Nadine R. Wing and Dr. Alan R. Harker, Microbiology

Within the last fifty years a new herbicide, 2,4-dichlorophenoxyacetic acid (2,4-D) was introduced into the environment. Despite the novelty of the compound, several bacteria have the ability to degrade 2,4-D. In the bacteria there is a plasmid, pJP4, that contains genes, in the tfd region, which code for proteins that degrade 2,4-D. More information on this new metabolic pathway can be found once the tfd region is completely sequenced. Through sequencing and analysis, information concerning the evolution of the tfd pathway, the use of transposons or recombination for gene insertion, and the presence of repeated genes will be found.

Alcaligenes eutrophus JPM134 was grown on Brain Heart Infusion agar containing 25 ug/ml Hg, selecting for cells that contain pJP4. After isolating pure colonies for six weeks, the bacterium was tested for physiological properties. API NFT, an in vitro test for differentiating gram-negative, nonfermentative bacteria, was used (bioMérieux Vitek, Inc.). The positive oxidase test and a score of 1000477 proved the isolate was A. eutrophus.

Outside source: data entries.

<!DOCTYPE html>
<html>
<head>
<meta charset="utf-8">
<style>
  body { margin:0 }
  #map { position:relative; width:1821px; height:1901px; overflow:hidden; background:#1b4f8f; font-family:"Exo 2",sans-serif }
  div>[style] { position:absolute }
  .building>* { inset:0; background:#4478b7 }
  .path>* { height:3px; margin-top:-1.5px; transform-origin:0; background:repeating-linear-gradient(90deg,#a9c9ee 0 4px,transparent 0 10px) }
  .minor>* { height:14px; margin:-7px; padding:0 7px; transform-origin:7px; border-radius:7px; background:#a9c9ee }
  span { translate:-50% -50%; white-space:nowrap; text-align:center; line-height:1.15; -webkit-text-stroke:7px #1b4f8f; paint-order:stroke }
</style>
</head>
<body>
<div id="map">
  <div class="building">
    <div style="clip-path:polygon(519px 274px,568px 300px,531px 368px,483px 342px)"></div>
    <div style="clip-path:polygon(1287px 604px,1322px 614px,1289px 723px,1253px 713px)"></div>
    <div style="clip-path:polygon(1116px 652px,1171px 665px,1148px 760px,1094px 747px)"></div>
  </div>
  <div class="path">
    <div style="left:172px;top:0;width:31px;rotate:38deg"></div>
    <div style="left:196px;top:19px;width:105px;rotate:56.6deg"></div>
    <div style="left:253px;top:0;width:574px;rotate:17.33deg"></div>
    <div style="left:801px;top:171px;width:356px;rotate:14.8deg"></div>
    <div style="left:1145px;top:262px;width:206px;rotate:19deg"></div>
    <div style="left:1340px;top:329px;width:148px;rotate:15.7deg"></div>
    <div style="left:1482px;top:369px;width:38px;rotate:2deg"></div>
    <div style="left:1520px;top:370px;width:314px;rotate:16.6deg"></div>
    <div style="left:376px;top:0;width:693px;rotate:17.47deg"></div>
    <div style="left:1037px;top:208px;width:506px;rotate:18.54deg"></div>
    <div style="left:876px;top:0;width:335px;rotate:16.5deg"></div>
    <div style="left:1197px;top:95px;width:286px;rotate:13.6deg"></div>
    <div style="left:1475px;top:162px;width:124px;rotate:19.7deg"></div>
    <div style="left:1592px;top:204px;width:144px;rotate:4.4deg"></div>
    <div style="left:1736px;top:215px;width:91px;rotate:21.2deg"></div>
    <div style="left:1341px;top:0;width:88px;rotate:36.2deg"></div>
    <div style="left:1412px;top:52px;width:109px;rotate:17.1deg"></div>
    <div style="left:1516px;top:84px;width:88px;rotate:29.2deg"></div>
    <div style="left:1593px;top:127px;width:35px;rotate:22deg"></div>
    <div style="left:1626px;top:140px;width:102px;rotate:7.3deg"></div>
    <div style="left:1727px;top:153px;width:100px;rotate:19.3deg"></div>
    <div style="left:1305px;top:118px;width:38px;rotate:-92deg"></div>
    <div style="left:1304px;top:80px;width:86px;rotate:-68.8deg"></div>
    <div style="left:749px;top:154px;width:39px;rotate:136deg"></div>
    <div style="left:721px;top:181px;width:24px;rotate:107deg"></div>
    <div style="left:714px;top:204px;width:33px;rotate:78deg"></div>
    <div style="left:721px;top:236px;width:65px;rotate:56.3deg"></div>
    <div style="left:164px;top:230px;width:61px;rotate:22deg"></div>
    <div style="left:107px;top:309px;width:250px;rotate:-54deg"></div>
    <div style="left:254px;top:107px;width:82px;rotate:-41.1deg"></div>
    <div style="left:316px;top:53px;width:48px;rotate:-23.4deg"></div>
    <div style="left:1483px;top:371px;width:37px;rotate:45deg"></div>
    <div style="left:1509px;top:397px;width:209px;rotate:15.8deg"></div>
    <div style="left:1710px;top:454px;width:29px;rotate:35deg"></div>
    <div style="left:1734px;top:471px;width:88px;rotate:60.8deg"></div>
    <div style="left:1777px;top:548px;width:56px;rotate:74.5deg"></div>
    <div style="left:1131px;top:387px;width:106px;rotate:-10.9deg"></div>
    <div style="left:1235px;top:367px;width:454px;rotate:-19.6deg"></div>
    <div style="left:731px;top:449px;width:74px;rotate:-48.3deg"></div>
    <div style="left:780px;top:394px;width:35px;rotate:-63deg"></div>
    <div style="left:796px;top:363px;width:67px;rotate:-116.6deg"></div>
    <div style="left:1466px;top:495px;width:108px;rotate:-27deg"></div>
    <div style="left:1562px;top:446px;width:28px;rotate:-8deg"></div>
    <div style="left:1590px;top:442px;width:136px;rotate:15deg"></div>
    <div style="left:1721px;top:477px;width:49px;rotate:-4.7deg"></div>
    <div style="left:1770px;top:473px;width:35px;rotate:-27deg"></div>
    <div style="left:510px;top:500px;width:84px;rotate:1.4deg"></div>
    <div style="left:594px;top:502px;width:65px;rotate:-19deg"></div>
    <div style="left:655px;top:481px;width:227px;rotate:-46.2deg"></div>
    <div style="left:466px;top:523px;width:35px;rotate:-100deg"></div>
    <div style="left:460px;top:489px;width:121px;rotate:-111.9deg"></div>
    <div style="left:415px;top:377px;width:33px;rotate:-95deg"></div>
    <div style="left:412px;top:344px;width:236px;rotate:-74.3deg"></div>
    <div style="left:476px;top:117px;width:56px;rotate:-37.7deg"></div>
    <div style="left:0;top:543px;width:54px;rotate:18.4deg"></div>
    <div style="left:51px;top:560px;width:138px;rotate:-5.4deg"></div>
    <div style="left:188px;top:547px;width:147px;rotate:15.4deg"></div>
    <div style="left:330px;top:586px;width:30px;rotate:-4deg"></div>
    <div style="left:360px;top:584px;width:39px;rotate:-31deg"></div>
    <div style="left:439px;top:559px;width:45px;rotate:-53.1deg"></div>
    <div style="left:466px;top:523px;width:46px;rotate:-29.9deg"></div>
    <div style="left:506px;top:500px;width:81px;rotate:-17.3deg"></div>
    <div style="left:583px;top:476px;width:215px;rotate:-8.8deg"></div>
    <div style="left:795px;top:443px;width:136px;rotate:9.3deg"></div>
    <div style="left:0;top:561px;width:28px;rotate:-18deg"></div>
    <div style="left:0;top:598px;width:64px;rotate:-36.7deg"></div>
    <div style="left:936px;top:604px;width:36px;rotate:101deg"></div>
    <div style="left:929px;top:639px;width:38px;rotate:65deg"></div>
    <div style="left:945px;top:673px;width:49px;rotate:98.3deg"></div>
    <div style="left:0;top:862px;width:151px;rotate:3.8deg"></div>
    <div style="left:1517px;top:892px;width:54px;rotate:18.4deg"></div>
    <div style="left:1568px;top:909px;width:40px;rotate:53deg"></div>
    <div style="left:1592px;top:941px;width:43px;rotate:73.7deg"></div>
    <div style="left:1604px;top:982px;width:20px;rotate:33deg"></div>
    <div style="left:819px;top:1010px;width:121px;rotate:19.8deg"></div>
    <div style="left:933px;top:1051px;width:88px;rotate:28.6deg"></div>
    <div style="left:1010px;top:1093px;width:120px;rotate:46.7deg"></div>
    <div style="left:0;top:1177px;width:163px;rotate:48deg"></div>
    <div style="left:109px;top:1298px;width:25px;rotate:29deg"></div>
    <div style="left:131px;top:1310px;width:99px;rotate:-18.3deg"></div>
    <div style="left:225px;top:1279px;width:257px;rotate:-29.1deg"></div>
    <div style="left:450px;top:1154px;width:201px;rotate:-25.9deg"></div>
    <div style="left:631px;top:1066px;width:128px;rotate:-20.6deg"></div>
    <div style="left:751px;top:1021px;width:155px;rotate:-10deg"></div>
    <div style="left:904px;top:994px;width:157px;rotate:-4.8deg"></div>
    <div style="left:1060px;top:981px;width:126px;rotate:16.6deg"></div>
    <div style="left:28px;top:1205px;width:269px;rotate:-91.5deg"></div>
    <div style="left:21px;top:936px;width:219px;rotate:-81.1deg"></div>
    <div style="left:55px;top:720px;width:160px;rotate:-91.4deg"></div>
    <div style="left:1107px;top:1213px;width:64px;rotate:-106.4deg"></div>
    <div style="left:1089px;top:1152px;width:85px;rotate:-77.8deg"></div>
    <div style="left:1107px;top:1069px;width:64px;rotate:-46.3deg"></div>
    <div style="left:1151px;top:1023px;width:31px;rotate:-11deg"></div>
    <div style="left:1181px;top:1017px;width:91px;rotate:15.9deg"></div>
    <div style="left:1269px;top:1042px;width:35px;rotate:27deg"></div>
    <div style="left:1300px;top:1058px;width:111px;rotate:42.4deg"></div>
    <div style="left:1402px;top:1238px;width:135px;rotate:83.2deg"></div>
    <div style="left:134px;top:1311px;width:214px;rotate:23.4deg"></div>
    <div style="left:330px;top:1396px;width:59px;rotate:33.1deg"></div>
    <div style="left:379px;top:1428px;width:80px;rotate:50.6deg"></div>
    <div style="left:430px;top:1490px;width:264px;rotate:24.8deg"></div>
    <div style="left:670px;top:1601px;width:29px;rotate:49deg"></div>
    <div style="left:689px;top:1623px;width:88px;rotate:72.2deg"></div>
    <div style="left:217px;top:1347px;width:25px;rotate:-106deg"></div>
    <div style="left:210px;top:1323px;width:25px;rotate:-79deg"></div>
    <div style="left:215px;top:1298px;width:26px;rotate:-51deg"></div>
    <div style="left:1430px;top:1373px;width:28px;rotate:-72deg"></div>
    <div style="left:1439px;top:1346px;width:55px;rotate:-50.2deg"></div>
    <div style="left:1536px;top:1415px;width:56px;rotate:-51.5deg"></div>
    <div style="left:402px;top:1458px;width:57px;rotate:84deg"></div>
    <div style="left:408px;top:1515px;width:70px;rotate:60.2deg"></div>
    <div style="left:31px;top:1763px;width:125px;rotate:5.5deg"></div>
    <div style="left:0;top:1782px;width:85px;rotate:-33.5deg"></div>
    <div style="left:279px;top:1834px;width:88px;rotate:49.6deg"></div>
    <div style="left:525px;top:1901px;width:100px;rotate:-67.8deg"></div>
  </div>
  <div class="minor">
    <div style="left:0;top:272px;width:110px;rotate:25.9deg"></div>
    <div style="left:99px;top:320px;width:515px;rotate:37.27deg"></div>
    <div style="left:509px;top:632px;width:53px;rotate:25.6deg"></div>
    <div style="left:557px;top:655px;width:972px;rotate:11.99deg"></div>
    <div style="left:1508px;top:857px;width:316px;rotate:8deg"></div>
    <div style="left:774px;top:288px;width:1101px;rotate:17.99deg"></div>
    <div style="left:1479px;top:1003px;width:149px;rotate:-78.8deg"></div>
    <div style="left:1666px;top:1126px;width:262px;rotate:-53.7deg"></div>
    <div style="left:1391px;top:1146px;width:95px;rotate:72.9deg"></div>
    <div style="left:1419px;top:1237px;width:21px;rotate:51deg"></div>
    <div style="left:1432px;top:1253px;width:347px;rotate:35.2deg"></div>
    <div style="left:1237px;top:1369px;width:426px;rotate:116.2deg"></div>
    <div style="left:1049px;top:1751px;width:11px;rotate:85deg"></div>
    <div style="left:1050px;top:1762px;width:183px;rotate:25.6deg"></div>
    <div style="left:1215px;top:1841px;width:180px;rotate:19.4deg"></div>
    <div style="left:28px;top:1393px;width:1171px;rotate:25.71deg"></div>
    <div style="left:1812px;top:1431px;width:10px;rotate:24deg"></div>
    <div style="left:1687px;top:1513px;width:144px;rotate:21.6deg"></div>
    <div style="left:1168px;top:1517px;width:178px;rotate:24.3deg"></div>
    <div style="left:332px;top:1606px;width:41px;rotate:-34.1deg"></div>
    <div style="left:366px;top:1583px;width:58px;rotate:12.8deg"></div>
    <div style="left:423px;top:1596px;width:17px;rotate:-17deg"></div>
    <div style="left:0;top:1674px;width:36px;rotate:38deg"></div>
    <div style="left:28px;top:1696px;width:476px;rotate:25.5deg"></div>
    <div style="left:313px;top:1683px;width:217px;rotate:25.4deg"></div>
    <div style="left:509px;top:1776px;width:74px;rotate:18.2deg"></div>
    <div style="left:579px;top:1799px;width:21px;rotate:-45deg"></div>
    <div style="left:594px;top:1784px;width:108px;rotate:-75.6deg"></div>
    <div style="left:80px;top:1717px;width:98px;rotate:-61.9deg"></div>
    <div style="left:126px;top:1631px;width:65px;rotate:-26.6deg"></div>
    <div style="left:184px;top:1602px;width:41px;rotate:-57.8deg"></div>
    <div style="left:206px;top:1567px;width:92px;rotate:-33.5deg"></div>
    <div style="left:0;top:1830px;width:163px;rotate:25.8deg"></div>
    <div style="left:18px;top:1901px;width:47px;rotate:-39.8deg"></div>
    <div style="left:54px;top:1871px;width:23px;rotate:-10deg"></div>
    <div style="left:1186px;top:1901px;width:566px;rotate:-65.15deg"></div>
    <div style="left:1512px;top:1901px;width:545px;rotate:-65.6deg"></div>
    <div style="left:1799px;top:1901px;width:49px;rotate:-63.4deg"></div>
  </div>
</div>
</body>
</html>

To isolate pJP4, the modified Birnboim Doly method was used.1 Aliquots of pJP4 DNA were digested with three restriction enzymes (Hind III, EcoR 1, and BamH 1). Each solution contained 2, 3 or 4 ul of DNA, 2 ul of reaction buffer, 1ul of enzyme, and water to make 20 ul. Lambda DNA, cut with Hind III, was used as a size comparison. The DNA was electrophoresed on an 0.8% agarose gel at 50 mV. The bands on the gel matched those of pJP4 (Fig. 1).

Portions of pJP4 were cloned into the cloning vector, pBSII.2 The vector codes for proteins that cleave X-gal and result in blue colonies. If pJP4 DNA is inserted into the vector, the proteins are not synthesized and the colonies are white. Putative clones were incorporated into competent Escherichia coli DH5a cells.2 The cells were spread on LB plates containing ampiciflin, X-Gal and IPTG. This selects for colonies carrying pBSII with inserted DNA. The eighteen white colonies found were streaked on a library plate.

The plasmids were isolated from colonies using a DNA miniprep.2 The DNA was stored at -20’C until digested with Hind III in 20 ul reaction mixtures using 7 ul of DNA. Lambda, pBSII, and pJP4 were used as size markets. Two of the colonies may have the correct segment of DNA (#7 and #25 in Fig 2).

Due to the low concentrations of DNA obtained from the mini prep, larger cultures will be grown and the DNA harvested. After the DNA is digested, it will be separated by gel electrophoresis and analyzed to be sure the clone contains the desired fragment of pJP4.

The method of dideoxy—mediated chain termination—will be used to sequence the DNA.3 Random incorporation of ddNTP causes the chain to terminate at different points. The shortened chains are separated according to length/weight using polyacrylamide gel electrophoresis.

Sequence analysis will reveal any unknown open reading frames (ORFS) and the functionality of repetitive genes. Comparison of obtained sequences with Gene Bank sequences will allow preliminary conclusions to be drawn about the evolution and mechanism of the tfd pathway.

References

1. H. C., Birnboim, and J. Doly. (1979). A rapid alkaline extraction procedure for screening recombinant plasmid DNA, Nucleic Acids Res. 7:1513- 1523.
2. F. M. Ausubel et. al., Eds., Current Protocols in Molecular Biology, Wily Interscience, New York (I 993 Supplement).
3. F. Sanger, S. Nicklen, and A. R. Coulson. (1977). DNA Sequencing with Chain-terminating Inhibitors, Proc. Natl. Acad. Sci. 74:5463-5467.